Запотела под холодным дождем черная вывеска клиники. Запотели стекла на дверях и окнах. Запотели четырехгранные колонны перед входом…
На пятом этаже в длинном коридоре мыла пол немолодая грузная женщина. По-бабьи подоткнув подол халата, босыми мозолистыми ногами ступала она по вымытому, перенося ведро и тряпку вперед. И вновь терла, терла паркет, отмывая его от известки и масляной краски, отчищая наждаком и бритвой. Скоблила, терла, мыла, опять скоблила и вновь мыла.
Рядом на этом же этаже, в пустой палате, сидели девочки. Пять девочек. Вернее, девушек. Ели колбасу с хлебом, пили чай, смеялись. Все пять — неудачницы. Законченные неудачницы. В позапрошлом и в прошлом не поступили в мединститут. И в этом не поступили. Работают санитарками. Или проще — нянечками. Говорят, что так легче поступить…

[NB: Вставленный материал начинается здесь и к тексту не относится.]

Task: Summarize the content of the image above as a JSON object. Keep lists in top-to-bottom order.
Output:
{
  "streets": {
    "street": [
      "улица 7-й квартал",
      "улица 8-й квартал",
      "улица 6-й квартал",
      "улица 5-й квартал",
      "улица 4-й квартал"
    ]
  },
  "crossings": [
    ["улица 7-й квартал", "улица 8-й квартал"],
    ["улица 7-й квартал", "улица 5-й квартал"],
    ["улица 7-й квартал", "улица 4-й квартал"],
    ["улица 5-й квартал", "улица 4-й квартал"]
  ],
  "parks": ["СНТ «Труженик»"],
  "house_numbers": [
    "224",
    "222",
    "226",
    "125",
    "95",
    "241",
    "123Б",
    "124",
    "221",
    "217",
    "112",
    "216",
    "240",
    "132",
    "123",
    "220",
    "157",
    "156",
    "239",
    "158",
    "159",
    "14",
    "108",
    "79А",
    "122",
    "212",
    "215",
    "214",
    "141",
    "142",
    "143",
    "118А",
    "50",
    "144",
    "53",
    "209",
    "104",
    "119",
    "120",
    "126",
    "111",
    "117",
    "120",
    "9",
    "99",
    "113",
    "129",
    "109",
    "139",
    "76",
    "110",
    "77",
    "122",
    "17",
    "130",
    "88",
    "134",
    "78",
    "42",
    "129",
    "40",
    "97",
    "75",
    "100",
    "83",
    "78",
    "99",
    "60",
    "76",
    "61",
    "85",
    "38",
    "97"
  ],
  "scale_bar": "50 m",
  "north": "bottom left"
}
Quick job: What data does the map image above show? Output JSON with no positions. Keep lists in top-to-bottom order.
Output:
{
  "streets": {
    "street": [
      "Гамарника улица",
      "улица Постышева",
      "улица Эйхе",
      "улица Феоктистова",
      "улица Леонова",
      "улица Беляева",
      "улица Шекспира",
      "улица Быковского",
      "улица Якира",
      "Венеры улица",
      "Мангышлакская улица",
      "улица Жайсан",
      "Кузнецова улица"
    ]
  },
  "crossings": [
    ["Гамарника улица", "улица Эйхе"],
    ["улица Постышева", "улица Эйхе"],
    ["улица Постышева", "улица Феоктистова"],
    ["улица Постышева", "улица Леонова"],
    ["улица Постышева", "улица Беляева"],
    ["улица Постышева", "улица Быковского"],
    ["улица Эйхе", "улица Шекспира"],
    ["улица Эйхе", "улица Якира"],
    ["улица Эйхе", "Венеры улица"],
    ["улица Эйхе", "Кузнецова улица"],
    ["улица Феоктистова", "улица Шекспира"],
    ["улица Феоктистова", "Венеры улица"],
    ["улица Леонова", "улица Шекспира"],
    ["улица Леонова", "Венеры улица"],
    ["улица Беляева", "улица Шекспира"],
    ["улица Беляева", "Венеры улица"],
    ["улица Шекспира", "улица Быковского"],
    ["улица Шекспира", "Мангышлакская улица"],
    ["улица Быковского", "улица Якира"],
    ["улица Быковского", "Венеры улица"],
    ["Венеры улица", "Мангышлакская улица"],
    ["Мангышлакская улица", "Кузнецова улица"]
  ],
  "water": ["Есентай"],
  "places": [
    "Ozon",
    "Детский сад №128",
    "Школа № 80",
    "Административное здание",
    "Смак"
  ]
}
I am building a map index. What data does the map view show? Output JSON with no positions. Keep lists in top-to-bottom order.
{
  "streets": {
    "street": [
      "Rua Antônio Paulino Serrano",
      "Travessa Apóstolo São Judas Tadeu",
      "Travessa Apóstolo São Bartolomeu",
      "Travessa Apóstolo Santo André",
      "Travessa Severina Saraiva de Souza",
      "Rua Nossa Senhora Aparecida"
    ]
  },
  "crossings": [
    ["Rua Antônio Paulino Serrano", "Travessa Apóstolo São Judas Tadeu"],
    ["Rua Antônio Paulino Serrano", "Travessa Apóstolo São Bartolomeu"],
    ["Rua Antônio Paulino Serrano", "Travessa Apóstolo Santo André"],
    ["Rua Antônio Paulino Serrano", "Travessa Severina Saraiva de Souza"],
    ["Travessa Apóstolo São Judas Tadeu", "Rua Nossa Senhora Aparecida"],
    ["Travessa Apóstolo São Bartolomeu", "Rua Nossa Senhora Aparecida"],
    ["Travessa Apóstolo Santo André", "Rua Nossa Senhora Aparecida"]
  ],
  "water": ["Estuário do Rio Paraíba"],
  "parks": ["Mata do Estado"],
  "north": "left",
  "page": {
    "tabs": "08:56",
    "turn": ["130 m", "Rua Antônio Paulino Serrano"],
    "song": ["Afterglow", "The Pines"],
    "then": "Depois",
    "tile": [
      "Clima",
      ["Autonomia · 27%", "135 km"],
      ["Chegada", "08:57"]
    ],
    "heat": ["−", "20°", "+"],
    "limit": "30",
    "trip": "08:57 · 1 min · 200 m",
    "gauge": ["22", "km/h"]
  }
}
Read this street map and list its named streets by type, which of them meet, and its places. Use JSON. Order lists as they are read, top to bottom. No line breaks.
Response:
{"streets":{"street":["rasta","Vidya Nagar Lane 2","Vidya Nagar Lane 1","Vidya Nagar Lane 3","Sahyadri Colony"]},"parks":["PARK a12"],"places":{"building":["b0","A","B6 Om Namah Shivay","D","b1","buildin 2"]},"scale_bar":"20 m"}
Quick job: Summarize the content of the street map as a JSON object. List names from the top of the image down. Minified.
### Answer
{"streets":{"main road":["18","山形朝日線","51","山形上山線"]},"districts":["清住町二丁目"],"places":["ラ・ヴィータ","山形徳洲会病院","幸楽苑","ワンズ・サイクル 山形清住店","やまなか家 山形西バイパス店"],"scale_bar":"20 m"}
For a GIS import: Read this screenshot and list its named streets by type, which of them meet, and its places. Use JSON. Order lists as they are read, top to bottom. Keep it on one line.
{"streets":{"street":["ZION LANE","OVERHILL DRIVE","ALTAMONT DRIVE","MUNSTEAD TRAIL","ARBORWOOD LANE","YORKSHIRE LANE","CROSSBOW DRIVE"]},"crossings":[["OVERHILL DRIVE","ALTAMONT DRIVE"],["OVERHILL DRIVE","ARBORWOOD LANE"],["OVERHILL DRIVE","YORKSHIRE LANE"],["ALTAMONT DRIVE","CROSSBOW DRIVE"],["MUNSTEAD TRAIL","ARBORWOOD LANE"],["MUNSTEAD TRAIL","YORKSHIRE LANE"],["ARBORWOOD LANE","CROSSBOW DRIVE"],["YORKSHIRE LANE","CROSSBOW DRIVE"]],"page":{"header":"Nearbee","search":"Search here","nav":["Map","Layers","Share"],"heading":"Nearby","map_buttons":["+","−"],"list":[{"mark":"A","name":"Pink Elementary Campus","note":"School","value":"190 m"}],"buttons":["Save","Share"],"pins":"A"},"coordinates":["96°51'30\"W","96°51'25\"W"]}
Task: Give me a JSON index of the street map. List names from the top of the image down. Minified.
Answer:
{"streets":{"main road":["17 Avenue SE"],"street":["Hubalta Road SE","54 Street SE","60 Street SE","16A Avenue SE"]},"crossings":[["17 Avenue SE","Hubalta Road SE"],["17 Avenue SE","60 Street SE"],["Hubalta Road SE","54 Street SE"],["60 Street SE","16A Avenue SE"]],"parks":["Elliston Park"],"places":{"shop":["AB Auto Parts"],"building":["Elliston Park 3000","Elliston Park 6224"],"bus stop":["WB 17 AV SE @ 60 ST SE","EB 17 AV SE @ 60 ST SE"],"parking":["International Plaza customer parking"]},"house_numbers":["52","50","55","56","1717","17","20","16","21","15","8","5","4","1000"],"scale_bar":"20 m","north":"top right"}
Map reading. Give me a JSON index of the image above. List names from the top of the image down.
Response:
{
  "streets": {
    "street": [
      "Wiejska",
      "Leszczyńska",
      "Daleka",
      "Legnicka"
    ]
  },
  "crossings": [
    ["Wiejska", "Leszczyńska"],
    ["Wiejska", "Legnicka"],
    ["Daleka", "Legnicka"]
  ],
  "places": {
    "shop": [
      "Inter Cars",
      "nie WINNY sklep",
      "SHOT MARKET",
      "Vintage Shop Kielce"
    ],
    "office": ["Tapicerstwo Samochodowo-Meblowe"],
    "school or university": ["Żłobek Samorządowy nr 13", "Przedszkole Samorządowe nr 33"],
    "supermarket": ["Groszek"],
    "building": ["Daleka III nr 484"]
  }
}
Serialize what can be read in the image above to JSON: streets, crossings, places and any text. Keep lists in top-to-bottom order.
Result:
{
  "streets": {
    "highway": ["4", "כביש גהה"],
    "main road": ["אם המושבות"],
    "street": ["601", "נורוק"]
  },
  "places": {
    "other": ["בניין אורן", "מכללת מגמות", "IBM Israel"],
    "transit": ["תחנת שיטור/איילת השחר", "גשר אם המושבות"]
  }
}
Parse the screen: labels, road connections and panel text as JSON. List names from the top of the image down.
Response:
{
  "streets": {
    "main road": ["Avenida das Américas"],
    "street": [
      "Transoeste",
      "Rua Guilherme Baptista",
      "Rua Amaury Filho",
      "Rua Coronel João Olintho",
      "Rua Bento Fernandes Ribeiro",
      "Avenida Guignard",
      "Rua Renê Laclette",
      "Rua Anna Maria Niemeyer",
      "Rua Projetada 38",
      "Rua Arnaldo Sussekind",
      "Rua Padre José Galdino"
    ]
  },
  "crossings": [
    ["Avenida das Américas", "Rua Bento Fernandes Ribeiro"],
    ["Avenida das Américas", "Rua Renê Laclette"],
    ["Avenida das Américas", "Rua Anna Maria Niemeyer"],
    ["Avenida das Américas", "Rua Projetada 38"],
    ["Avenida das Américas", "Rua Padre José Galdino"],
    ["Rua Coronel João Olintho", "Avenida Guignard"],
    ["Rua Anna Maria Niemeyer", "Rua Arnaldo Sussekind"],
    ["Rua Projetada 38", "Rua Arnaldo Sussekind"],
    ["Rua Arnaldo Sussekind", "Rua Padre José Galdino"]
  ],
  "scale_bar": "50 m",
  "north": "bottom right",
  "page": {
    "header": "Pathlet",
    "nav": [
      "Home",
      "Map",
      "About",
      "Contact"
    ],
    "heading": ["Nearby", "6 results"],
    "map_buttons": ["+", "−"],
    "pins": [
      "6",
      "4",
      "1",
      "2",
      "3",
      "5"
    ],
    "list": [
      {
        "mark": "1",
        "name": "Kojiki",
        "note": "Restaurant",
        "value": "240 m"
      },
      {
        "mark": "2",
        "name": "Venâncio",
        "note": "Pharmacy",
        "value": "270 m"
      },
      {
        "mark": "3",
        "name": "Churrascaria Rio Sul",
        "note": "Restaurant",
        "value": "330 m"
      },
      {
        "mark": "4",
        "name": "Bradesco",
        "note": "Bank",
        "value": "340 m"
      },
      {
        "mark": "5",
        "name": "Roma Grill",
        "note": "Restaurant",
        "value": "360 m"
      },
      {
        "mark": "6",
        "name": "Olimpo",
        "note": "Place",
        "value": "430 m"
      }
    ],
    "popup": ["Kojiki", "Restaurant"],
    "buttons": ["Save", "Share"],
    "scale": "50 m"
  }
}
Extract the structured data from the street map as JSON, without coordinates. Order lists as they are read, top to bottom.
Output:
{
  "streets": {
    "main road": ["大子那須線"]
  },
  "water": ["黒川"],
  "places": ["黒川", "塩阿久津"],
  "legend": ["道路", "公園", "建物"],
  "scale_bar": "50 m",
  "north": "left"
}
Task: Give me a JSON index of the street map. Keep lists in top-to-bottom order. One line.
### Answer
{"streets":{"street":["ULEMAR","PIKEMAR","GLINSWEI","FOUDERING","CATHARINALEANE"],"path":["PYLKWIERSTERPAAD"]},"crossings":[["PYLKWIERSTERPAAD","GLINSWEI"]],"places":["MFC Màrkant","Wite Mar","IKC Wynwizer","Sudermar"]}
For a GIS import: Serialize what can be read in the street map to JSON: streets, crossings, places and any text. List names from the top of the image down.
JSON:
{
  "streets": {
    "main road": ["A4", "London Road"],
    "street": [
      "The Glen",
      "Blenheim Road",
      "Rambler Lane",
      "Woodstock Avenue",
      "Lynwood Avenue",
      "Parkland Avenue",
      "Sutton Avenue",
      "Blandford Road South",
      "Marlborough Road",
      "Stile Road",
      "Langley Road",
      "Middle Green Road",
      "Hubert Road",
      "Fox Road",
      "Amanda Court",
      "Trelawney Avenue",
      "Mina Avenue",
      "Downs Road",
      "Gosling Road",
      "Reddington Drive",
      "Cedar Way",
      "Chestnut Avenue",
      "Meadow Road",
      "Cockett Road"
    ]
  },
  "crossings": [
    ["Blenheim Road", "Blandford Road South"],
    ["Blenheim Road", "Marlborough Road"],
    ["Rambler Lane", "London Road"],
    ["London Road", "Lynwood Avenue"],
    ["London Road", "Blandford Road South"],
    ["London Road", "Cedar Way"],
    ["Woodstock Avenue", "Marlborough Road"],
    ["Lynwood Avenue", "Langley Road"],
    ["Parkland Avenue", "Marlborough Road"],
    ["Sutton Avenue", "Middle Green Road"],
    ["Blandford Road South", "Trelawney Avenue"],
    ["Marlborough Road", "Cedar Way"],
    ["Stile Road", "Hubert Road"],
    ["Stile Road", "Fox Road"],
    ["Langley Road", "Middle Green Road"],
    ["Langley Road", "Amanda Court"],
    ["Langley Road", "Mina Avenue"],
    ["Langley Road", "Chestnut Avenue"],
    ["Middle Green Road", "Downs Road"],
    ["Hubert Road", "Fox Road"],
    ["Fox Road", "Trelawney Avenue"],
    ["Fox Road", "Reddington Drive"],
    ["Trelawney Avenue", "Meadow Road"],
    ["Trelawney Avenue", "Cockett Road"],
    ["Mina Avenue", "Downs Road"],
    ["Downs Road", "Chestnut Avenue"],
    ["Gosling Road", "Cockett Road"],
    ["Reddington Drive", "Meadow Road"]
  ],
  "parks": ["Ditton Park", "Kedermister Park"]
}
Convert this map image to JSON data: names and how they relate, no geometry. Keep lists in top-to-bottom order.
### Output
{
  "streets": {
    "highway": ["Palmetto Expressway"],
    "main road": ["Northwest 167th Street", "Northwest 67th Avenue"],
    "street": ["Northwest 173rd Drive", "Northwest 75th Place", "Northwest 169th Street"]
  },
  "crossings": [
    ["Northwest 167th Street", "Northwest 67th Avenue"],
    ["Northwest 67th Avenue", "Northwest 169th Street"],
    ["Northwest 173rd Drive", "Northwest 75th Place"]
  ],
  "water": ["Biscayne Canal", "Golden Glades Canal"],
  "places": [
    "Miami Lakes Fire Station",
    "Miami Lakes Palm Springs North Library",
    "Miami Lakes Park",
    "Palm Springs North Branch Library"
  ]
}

Девушки говорили о всяком. И о том, например:
— А слышали про новый спутник? Девяносто третий или девяносто пятый, не помню! Здорово, правда?
— Подумаешь! Ну и что!
— А межпланетную станцию «Венера» опять запустили, читали?
— А-а!
— Девочки! — сказала одна из них. — А ведь тетя Тася пол моет. Пошли поможем?.. Неудобно как-то. Мы тут… А она…
Кто-то хихикнул. Кто-то сострил.
— Но она же старше нас…
— Можно подумать, что тете Тасе в институт поступать! Ей и положено… Подумаешь, старая бабка! Что ей еще делать!
И опять кто-то хихикнул, кто-то сострил…
А за окнами шел дождь. И вяло шелестела листва под осенним дождем и ветром. Октябрь. Дурная погода…
2
Видно, неповторимая прелесть своя есть в каждом месяце года, будь то месяц весенний или зимний, летний или осенний. Правда, время делает свое: путает погоду и даже месяцы путает, и все же оно не властно над природой. Лето при любой дурной погоде — с дождями и холодом — остается летом. И зима — зимой, хотя порой и в декабре идет дождь, и в январе мало снега.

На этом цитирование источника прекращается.